The single perspective is at play as well. I hear the assumption that some people don’t vaccinate because they believe their child will become autistic, even after the science behind that fear has been soundly debunked in recent years. In fact, people who don’t vaccinate may have more than one reason for their choice, and fear of adverse effects may or may not be one of them.

Reading Factfulness does help me see this problem with a bigger perspective, and with a more open mind. And I think that’s Rosling’s point.

We don’t already know everything.

We are wrong about a lot of things.

It’s important to question one’s own assumptions.

Thinking more clearly about an emotional issue like vaccines makes it possible to talk meaningfully about it — without making generalizations and assumptions, and without seeking to lay blame.

Critics of book confuse matters

Reading this book made me feel hopeful.

Unfortunately, after reading responses to the book from scientists and climate activists around the world, negative thoughts are creeping in again.

Critics have accused Rosling of curating his facts a little too aggressively. They say his persistent optimism may have prevented him from seeing the truth — just as persistent negativism prevents the rest of us from seeing the truth.

Particularly on the topics of overpopulation and climate change, Rosling’s point of view has been dismantled since the book was published. Robin Maynard, director of the U.K.-based not-for-profit Population Matters described her organization’s problems with Factfulness in a recent report:

“Professor Roslings’ biggest flaw and failing is in ignoring the scientific evidence of the environmental crisis already confronting us, undermining vital ecosystems and eroding biodiversity — so challenging the well-being of present and future generations.”

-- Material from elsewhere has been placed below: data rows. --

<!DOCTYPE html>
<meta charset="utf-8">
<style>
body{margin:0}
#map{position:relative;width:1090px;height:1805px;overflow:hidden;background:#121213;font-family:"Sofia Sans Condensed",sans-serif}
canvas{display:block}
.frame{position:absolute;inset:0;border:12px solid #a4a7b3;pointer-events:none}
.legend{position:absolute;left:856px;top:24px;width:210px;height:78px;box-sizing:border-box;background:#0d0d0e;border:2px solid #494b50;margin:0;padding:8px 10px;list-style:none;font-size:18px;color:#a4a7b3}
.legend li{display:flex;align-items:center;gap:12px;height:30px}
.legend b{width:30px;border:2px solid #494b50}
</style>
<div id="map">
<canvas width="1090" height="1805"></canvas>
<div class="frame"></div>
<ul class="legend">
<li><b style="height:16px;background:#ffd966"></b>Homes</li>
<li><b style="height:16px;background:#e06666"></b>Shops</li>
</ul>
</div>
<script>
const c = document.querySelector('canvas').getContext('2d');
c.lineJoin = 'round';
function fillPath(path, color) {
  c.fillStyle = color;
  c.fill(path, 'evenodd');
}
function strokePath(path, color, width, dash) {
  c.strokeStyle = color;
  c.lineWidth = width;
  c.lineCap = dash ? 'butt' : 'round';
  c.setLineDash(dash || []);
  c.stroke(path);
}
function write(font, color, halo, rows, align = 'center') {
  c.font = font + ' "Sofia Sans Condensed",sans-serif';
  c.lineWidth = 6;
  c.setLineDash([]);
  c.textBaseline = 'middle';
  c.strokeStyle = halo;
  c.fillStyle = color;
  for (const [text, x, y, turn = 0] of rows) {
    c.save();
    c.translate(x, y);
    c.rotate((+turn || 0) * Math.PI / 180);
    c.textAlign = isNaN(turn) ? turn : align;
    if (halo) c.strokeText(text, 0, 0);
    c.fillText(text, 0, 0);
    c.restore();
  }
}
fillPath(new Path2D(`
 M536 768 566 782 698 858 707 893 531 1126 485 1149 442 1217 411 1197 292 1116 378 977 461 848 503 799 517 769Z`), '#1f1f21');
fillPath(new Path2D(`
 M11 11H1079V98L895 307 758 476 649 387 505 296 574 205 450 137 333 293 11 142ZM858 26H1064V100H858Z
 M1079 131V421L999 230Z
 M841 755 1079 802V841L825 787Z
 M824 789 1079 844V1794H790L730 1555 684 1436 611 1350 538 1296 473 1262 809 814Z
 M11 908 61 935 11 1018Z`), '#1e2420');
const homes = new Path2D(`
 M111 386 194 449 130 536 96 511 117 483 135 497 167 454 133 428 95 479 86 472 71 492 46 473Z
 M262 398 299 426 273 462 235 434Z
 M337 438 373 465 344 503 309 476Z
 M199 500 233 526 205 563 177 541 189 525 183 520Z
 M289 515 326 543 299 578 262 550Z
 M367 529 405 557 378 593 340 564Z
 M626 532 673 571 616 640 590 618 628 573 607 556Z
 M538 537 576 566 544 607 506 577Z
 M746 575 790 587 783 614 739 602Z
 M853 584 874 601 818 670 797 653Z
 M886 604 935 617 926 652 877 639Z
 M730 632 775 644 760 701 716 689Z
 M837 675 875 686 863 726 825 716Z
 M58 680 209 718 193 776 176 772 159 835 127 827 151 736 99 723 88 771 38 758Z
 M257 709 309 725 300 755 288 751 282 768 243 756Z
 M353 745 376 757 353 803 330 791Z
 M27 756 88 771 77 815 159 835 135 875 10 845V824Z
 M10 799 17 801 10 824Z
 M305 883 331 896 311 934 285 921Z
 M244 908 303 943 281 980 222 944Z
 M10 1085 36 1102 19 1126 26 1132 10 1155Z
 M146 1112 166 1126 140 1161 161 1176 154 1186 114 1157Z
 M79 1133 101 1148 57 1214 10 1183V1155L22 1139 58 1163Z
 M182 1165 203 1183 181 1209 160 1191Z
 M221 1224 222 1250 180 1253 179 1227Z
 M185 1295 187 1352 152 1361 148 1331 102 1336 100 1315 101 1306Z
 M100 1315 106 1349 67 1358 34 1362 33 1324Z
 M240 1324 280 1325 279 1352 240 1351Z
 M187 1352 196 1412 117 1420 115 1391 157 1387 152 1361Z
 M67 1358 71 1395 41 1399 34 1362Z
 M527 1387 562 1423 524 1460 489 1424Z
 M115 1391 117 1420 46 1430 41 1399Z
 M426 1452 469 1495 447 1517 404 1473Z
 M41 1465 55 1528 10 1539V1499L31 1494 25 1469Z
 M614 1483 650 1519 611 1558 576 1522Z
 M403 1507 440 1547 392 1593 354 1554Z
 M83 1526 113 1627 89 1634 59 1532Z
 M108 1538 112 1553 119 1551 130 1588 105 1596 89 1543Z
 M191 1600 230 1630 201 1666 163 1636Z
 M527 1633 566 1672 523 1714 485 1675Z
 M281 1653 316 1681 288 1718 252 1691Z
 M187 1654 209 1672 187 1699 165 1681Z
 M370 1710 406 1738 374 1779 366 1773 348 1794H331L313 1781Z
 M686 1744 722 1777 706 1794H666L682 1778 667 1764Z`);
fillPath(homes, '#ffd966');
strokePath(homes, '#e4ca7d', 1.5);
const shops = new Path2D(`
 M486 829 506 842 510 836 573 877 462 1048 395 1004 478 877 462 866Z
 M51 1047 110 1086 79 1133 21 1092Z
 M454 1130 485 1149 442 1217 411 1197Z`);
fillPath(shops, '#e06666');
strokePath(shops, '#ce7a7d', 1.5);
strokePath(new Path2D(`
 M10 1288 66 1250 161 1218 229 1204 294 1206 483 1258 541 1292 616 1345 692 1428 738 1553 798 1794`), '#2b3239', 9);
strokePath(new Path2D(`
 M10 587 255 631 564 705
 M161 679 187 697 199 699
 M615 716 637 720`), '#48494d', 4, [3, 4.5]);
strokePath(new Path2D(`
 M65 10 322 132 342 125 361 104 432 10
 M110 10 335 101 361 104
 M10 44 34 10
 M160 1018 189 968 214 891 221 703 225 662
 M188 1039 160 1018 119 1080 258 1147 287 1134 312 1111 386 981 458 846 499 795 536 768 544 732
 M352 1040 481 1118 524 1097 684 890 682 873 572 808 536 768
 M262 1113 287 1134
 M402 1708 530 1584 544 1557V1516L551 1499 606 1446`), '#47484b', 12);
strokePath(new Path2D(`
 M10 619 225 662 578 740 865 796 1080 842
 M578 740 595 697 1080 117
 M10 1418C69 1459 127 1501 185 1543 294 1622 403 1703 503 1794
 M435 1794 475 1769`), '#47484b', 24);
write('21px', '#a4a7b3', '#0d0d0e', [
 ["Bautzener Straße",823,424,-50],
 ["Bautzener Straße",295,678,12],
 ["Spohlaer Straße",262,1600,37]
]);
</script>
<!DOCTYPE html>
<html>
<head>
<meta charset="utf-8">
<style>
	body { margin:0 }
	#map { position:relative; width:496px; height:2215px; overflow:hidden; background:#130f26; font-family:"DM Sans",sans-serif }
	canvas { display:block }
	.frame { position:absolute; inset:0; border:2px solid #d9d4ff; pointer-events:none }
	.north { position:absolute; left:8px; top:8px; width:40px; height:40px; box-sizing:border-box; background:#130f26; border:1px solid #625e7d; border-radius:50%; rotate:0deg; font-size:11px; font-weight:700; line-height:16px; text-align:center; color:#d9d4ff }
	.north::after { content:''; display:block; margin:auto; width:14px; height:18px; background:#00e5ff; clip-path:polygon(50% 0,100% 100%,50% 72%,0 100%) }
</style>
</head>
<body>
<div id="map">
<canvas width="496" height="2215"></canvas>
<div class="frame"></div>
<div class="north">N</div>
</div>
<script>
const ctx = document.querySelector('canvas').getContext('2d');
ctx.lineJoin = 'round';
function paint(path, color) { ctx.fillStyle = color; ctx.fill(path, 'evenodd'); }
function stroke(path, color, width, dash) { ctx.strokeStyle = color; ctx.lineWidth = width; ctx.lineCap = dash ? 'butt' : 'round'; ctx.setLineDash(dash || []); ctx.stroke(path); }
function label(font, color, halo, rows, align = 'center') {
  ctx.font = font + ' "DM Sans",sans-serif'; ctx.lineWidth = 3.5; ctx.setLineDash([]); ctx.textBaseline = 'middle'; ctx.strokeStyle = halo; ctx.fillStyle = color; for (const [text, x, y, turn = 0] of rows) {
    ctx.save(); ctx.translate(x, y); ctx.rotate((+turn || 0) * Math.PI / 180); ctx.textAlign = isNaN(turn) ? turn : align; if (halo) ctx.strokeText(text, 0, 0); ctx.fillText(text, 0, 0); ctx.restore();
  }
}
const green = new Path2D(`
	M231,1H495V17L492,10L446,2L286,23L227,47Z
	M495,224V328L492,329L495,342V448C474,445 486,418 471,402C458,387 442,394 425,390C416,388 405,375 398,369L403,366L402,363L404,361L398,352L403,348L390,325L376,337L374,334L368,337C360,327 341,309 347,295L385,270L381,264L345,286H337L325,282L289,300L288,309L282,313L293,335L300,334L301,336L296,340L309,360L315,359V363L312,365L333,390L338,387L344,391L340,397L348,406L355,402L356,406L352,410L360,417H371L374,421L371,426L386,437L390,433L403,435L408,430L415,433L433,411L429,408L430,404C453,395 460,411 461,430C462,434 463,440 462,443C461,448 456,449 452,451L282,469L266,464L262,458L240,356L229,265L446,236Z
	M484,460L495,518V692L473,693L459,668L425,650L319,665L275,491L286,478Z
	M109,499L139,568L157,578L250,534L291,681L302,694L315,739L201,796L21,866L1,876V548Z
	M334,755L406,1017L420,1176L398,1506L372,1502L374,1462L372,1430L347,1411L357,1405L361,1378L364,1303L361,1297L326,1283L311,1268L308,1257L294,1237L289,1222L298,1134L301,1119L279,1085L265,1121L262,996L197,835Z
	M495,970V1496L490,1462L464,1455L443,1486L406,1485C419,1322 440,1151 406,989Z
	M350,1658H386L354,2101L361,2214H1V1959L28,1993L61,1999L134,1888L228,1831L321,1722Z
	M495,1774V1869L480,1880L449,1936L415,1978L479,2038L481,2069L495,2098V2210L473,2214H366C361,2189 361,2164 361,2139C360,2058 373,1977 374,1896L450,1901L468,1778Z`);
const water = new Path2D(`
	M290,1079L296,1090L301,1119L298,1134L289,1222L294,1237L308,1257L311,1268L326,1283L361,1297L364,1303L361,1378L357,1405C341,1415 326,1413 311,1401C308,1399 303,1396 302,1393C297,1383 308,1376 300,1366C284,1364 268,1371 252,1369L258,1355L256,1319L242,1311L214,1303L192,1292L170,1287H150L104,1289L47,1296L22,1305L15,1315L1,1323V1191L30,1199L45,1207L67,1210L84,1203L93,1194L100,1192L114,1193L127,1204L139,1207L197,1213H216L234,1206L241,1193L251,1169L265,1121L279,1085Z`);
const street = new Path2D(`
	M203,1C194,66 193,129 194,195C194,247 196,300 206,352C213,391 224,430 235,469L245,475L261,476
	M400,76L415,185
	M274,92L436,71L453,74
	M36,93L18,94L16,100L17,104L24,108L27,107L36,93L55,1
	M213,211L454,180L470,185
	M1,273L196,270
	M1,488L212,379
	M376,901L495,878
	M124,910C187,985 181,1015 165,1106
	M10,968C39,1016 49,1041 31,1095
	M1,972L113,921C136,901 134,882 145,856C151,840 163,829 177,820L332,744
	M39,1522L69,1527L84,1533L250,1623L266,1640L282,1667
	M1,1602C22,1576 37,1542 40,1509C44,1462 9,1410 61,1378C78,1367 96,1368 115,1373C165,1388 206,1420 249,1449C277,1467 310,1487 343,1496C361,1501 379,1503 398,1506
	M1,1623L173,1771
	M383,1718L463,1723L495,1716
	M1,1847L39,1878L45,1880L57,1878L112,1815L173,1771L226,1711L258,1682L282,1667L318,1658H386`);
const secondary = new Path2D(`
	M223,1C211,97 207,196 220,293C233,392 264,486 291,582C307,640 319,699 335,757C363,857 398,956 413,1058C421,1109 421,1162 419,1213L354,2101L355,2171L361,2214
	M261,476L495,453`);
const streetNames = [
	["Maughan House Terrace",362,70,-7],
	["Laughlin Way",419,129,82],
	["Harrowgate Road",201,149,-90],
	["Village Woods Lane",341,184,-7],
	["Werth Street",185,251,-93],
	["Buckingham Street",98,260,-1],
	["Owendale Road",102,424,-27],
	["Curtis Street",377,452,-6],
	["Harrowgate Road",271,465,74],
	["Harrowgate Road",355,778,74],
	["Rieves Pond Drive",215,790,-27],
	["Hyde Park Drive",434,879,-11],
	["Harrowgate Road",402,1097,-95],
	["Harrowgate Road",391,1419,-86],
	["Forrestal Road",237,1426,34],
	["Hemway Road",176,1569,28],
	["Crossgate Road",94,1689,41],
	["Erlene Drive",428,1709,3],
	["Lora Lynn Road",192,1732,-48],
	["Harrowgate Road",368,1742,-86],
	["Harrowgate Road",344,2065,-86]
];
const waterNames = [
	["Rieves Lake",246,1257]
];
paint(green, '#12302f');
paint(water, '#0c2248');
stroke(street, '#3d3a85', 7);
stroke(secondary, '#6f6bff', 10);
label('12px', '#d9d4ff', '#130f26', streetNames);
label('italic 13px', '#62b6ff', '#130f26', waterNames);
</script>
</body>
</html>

Reading this book — and reading about this book — has left me with a sense that the world is completely incomprehensible.

It’s not about whether the future will be dark or light, but rather than that it is utterly unpredictable. Data doesn’t always lead to an obvious conclusion, and we don’t really know what to do about vaccine hesitancy.

Still, Factfulness is a worthy read. Since I read it, I feel like a better thinker, or at least, I recognize when I’m making decisions based on assumptions rather than facts.

But it left me with the sense that there is simply no way of knowing what to expect in the future. Even for experts in the field, it seems that pure data analysis can be a flawed method for decision making.

The upshot for me? When it comes to making meaning, stories are just as important as data. We must lean on both as we make decisions about the future.